Telegram’s hopes for a lucrative IPO within two years have been hit by the criminal charges brought against the messaging app’s chief executive, as the company’s bondholders suffer steep losses over the events of the last few days.
Pavel Durov faces a litany of preliminary charges in France over Telegram’s alleged failure to address criminality on the app, including one punishable by up to 10 years in prison.
The Russia-born billionaire, who is now a French-Emirati citizen, has been freed from custody on bail but is now barred from leaving France.
The development is catastrophic for Dubai-based Telegram and its elusive chief executive, who has been trying to expand the business ahead of a possible stock market listing by 2026.
Durov had been ramping up monetisation efforts, introducing nascent subscriptions and advertising offerings in a bid to become “self-sustainable financially”.
Telegram’s 2023 financial statements, seen by the Financial Times and not previously reported, show that the company made $342mn in revenues last year on an operating loss of $108mn. Total losses stood at around $173mn after tax.
Durov told the Financial Times in March he was pushing forward with IPO plans, after rebuffing approaches from potential investors who he said gave the Dubai-based company “$30bn-plus valuations”.
But experts warn that any listing would struggle if advertisers prove reluctant to spend on a platform now linked to alleged child sexual abuse material. “Then you’re going to be left with crypto scams and rapid weight loss adverts,” said a person familiar with the business.
Telegram is fully owned by Durov, who sits on a multibillion-dollar cryptocurrency fortune, but the company has raised about $2.4bn in debt financing set to mature in 2026.
This includes a $1bn bond offering in 2021 where Abu Dhabi state funds were among the investors.
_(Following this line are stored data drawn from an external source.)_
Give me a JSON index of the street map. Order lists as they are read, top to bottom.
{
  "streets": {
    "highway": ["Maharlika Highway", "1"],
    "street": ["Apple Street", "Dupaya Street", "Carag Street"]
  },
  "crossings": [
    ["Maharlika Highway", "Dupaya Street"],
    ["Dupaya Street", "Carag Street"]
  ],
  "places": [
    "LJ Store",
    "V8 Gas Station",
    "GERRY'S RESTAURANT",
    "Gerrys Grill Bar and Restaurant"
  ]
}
Most recently, $330mn was secured earlier this year in an issue Durov has said was oversubscribed.
Durov has personally bought at least $64mn in Telegram bonds, according to the company’s 2023 financial statement, as part of what he has previously described as investing “hundreds of millions” into Telegram’s growth.
The price of Telegram’s bonds have fallen by nearly 10 percentage points, to trade at around 87 cents on the dollar, yielding over 16 per cent, down from around 96 cents prior to his arrest on Saturday after he landed at an airport outside Paris on a private jet.
Under the terms, Telegram’s bondholders will be able to convert the senior unsecured debt into equity at a discount to Telegram’s IPO price if a listing takes place before the end of March 2026 — an incentive for the company to list before that date.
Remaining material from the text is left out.